"The Arizona Commerce Authority's investment will help make Arizona a national leader in micro- and nano-fabrication," said David W. Hahn, the Craig M. Berge Dean of the College of Engineering. "The benefits extend far beyond the University of Arizona to our many partner institutions and to the state's workforce, and they extend beyond today's technologies to the light-based and quantum circuits we will employ in the future."

The funds are part of the authority's $100 million commitment announced last year to beef up semiconductor and microelectronics development in the state, increase technological development and create a workforce to support these advanced fabrication industries.
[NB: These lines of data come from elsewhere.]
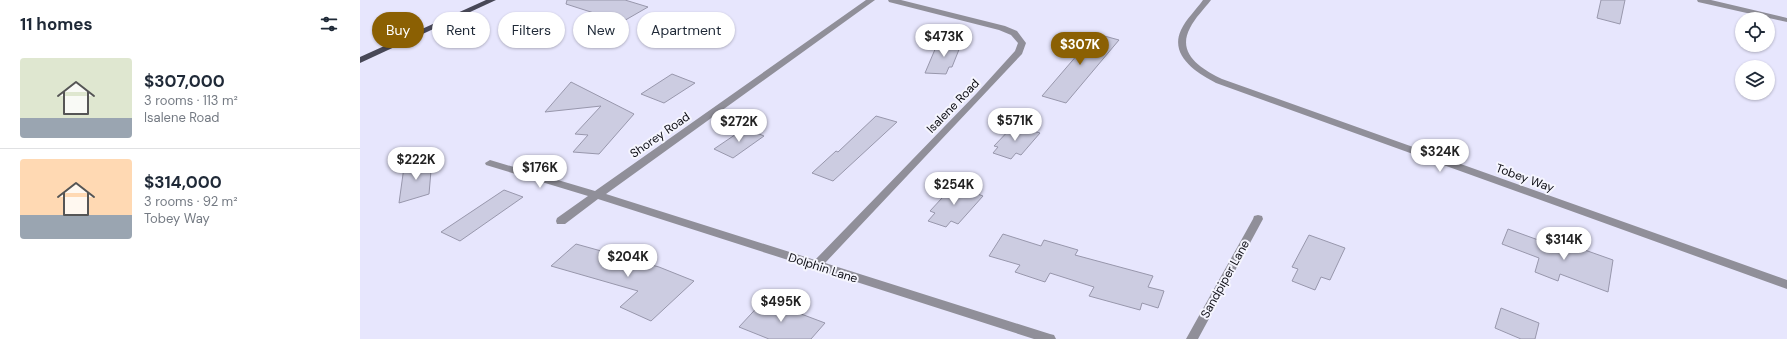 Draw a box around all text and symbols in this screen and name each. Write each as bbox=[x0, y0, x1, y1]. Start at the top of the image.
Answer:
chip: Buy bbox=[372, 12, 424, 48]
chip: Rent bbox=[432, 12, 490, 48]
chip: Filters bbox=[498, 12, 565, 48]
chip: New bbox=[573, 12, 629, 48]
chip: Apartment bbox=[637, 12, 735, 48]
map controls bbox=[1735, 12, 1775, 100]
button: locate bbox=[1735, 12, 1775, 52]
text: 11 homes bbox=[20, 13, 93, 35]
icon: filters bbox=[318, 13, 340, 35]
pin: $473K bbox=[916, 24, 972, 58]
text: $473K bbox=[924, 28, 964, 45]
pin: $307K bbox=[1052, 32, 1108, 66]
text: $307K bbox=[1060, 36, 1100, 53]
button: layers bbox=[1735, 60, 1775, 100]
text: $307,000 bbox=[144, 70, 225, 92]
icon: home bbox=[52, 74, 100, 122]
street label: Isalene Road bbox=[923, 75, 983, 137]
text: 3 rooms · 113 m² bbox=[144, 92, 238, 109]
street label: Shorey Road bbox=[627, 108, 693, 162]
pin: $571K bbox=[987, 108, 1043, 142]
text: Isalene Road bbox=[144, 109, 220, 126]
pin: $272K bbox=[711, 109, 767, 143]
text: $571K bbox=[997, 112, 1033, 129]
text: $272K bbox=[720, 113, 758, 130]
pin: $324K bbox=[1412, 139, 1468, 173]
text: $324K bbox=[1420, 143, 1460, 160]
pin: $222K bbox=[388, 147, 444, 181]
text: $222K bbox=[397, 151, 435, 168]
pin: $176K bbox=[512, 155, 568, 189]
text: $176K bbox=[522, 159, 558, 176]
street label: Tobey Way bbox=[1494, 160, 1557, 196]
text: $314,000 bbox=[144, 171, 222, 193]
pin: $254K bbox=[926, 172, 982, 206]
icon: home bbox=[52, 175, 100, 223]
text: $254K bbox=[934, 176, 974, 193]
text: 3 rooms · 92 m² bbox=[144, 193, 237, 210]
text: Tobey Way bbox=[144, 210, 210, 227]
pin: $314K bbox=[1536, 227, 1592, 261]
text: $314K bbox=[1545, 231, 1583, 248]
street label: Sandpiper Lane bbox=[1197, 237, 1253, 321]
pin: $204K bbox=[600, 244, 656, 278]
text: $204K bbox=[607, 248, 649, 265]
street label: Dolphin Lane bbox=[786, 249, 860, 287]
pin: $495K bbox=[753, 289, 809, 323]
text: $495K bbox=[760, 293, 802, 310] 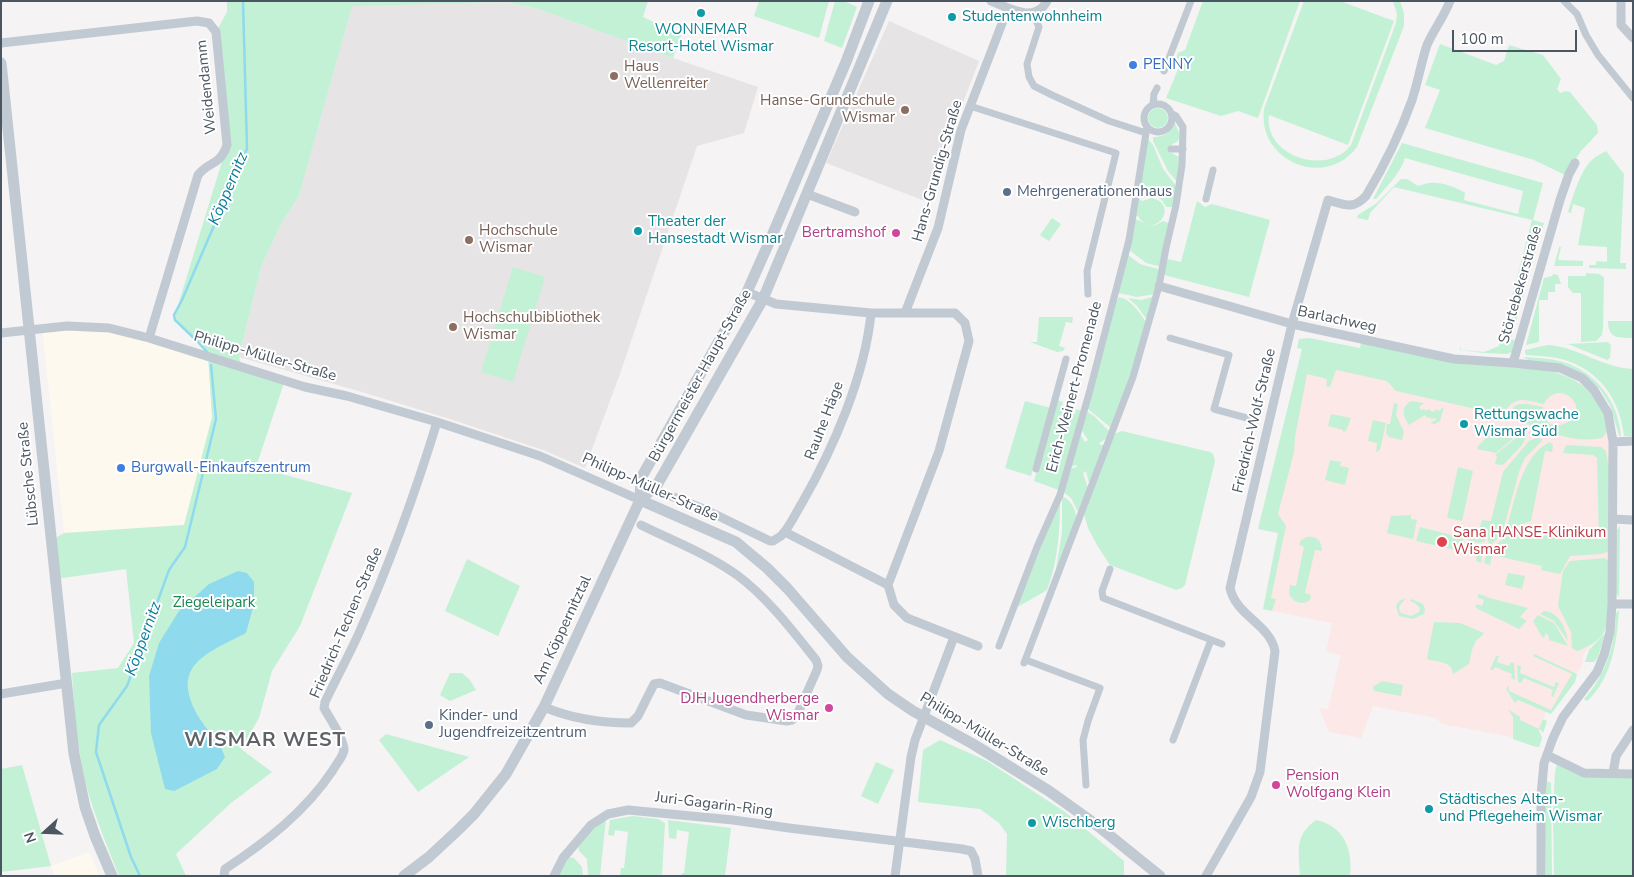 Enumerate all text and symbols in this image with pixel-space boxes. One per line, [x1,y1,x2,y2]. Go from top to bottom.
marker: WONNEMAR Resort-Hotel Wismar [695,7,707,19]
place label: Studentenwohnheim [962,8,1102,26]
marker: Studentenwohnheim [946,11,958,23]
scale bar [1454,20,1579,52]
place label: WONNEMAR Resort-Hotel Wismar [628,21,774,56]
text: 100 m [1460,29,1504,49]
street label: Weidendamm [193,39,221,135]
place label: PENNY [1143,56,1192,74]
place label: Haus Wellenreiter [624,58,708,93]
marker: PENNY [1127,59,1139,71]
marker: Haus Wellenreiter [608,70,620,82]
place label: Hanse-Grundschule Wismar [760,92,895,127]
street label: Hans-Grundig-Straße [909,98,967,244]
marker: Hanse-Grundschule Wismar [899,104,911,116]
water label: Köppernitz [205,150,253,228]
place label: Mehrgenerationenhaus [1017,183,1172,201]
marker: Mehrgenerationenhaus [1001,186,1013,198]
place label: Theater der Hansestadt Wismar [648,213,783,248]
place label: Hochschule Wismar [479,222,558,257]
place label: Bertramshof [802,224,886,242]
street label: Störtebekerstraße [1496,224,1546,346]
marker: Theater der Hansestadt Wismar [632,225,644,237]
marker: Bertramshof [890,227,902,239]
marker: Hochschule Wismar [463,234,475,246]
street label: Bürgermeister-Haupt-Straße [646,287,756,465]
street label: Erich-Weinert-Promenade [1043,299,1107,475]
street label: Barlachweg [1296,303,1378,337]
place label: Hochschulbibliothek Wismar [463,309,600,344]
marker: Hochschulbibliothek Wismar [447,321,459,333]
street label: Philipp-Müller-Straße [192,328,338,386]
street label: Friedrich-Wolf-Straße [1230,347,1280,495]
street label: Rauhe Häge [802,379,848,463]
place label: Rettungswache Wismar Süd [1474,406,1579,441]
marker: Rettungswache Wismar Süd [1458,418,1470,430]
street label: Lübsche Straße [15,421,43,527]
street label: Philipp-Müller-Straße [579,450,721,526]
place label: Burgwall-Einkaufszentrum [131,459,311,477]
marker: Burgwall-Einkaufszentrum [115,462,127,474]
place label: Sana HANSE-Klinikum Wismar [1453,524,1606,559]
marker: Sana HANSE-Klinikum Wismar [1435,535,1449,549]
street label: Friedrich-Techen-Straße [307,545,387,701]
street label: Am Köppernitztal [530,573,596,687]
park label: Ziegeleipark [173,594,255,612]
water label: Köppernitz [122,599,166,679]
street label: Philipp-Müller-Straße [916,689,1052,781]
place label: DJH Jugendherberge Wismar [680,690,819,725]
marker: DJH Jugendherberge Wismar [823,702,835,714]
place label: Kinder- und Jugendfreizeitzentrum [439,707,587,742]
marker: Kinder- und Jugendfreizeitzentrum [423,719,435,731]
district label: WISMAR WEST [183,729,347,753]
place label: Pension Wolfgang Klein [1286,767,1391,802]
marker: Pension Wolfgang Klein [1270,779,1282,791]
street label: Juri-Gagarin-Ring [654,789,774,821]
place label: Städtisches Alten- und Pflegeheim Wismar [1439,791,1602,826]
marker: Städtisches Alten- und Pflegeheim Wismar [1423,803,1435,815]
north arrow [20,807,70,857]
place label: Wischberg [1042,814,1115,832]
marker: Wischberg [1026,817,1038,829]
text: N [20,829,41,845] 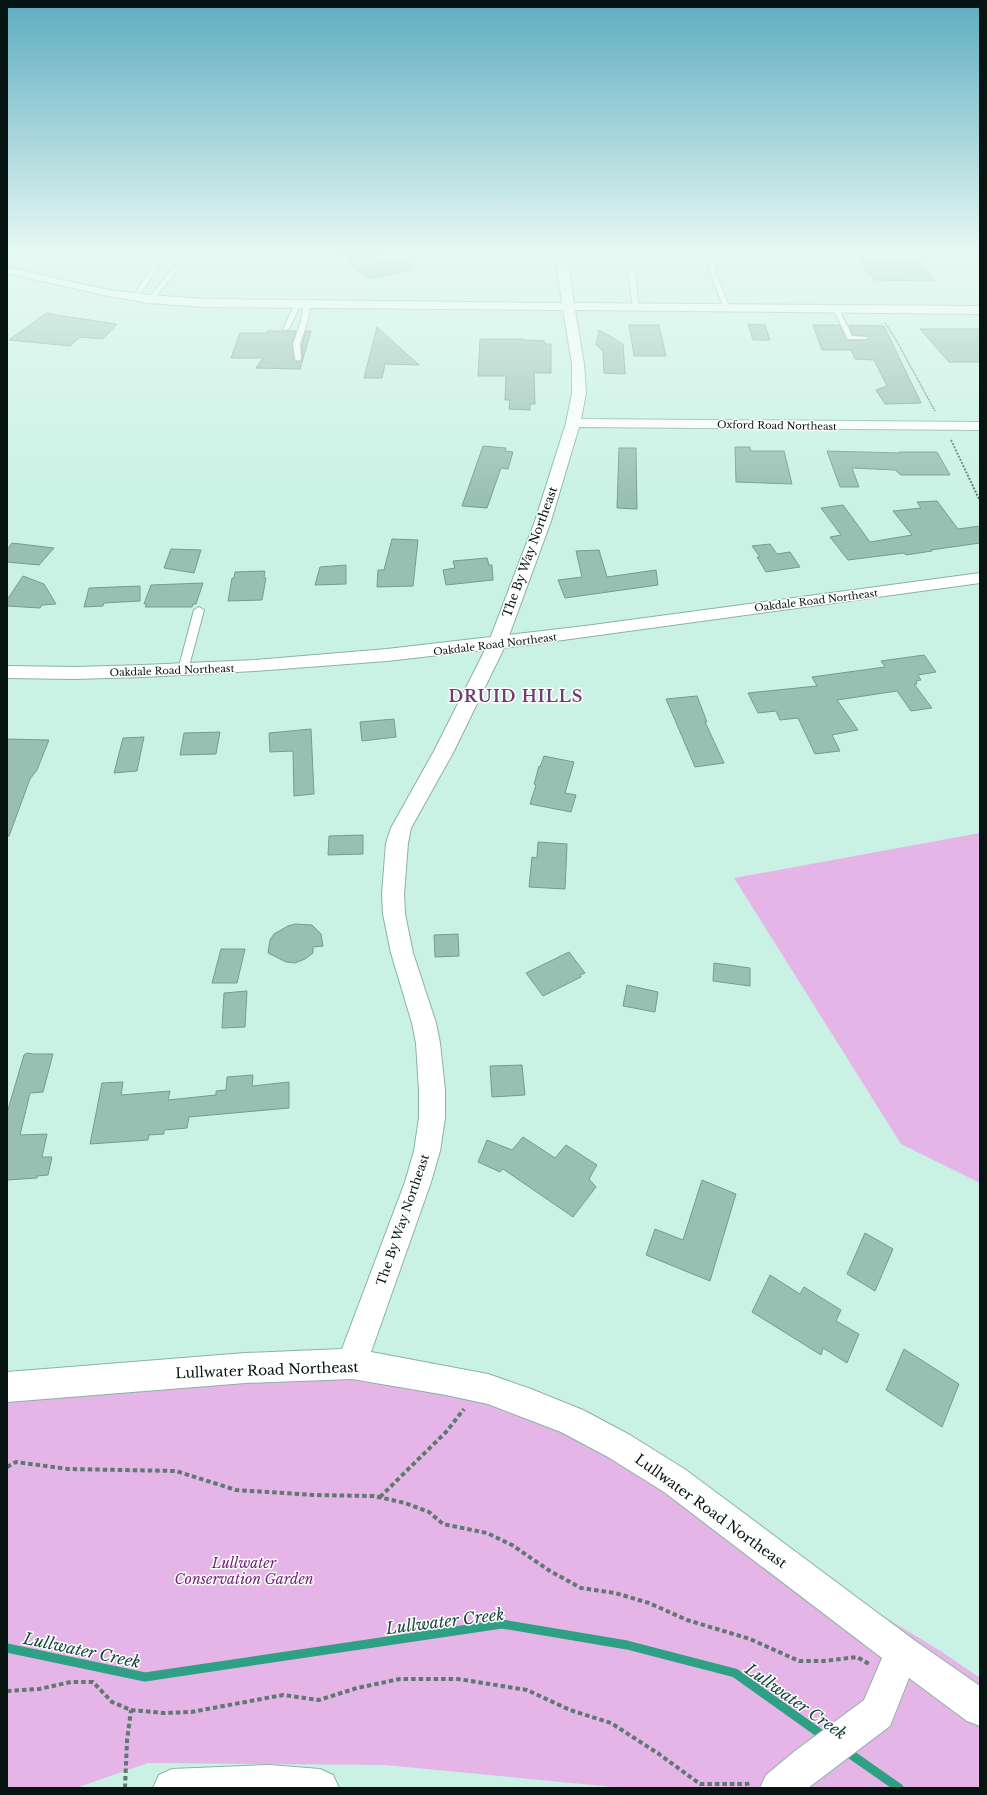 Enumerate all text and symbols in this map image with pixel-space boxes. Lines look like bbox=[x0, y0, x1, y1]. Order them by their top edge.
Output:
street label: Oxford Road Northeast bbox=[717, 418, 837, 433]
street label: The By Way Northeast bbox=[499, 484, 560, 619]
street label: Oakdale Road Northeast bbox=[753, 586, 879, 615]
street label: Oakdale Road Northeast bbox=[432, 630, 558, 659]
street label: Oakdale Road Northeast bbox=[110, 662, 235, 679]
district label: DRUID HILLS bbox=[449, 686, 583, 706]
street label: The By Way Northeast bbox=[373, 1152, 432, 1287]
street label: Lullwater Road Northeast bbox=[175, 1358, 360, 1382]
street label: Lullwater Road Northeast bbox=[632, 1450, 791, 1573]
park label: Lullwater Conservation Garden bbox=[174, 1554, 314, 1588]
water label: Lullwater Creek bbox=[384, 1604, 505, 1638]
water label: Lullwater Creek bbox=[21, 1628, 142, 1672]
water label: Lullwater Creek bbox=[741, 1658, 851, 1743]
"The MNFC expansion furthers Arizona's semiconductor workforce, supporting the work of students, faculty and industry leaders," said Sandra Watson, president and CEO of the Arizona Commerce Authority. "We're proud to support the University of Arizona with the expansion of this state-of-the-art center, which will serve as a key resource to drive further workforce development and innovation throughout Arizona."

The Southwest Nano-Lab Alliance, a coalition of universities invested in promoting the regional semiconductor industry, will be an important collaborator on the expansive initiative. Along with the UA, the alliance membership includes Arizona State University, Northern Arizona University, the University of Utah, the University of New Mexico and Rio Salado College. The UA will pass $3 million of the funds to Pima Community College and Central Arizona College to support expanded workforce training programs, including virtual reality classrooms.

"I am incredibly proud of our College of Engineering and the work it does for our state," said University of Arizona President Robert C. Robbins. "It has a long history of innovative research and training the next generation of Arizona's workforce. The expanded facility will have far-reaching impact for our students, researchers and industry partners, and I am very thankful to the Arizona Commerce Authority for this investment."

The U.S. currently holds only a 12% share of global semiconductor production capacity, according to a January report in the New York Times, and 90% of the most sophisticated chips are made in Taiwan. Part of the motivation for the CHIPS and Science Act, which President Joe Biden signed into law in August 2022, is to mitigate overseas supply chain threats by boosting production of chips in the U.S.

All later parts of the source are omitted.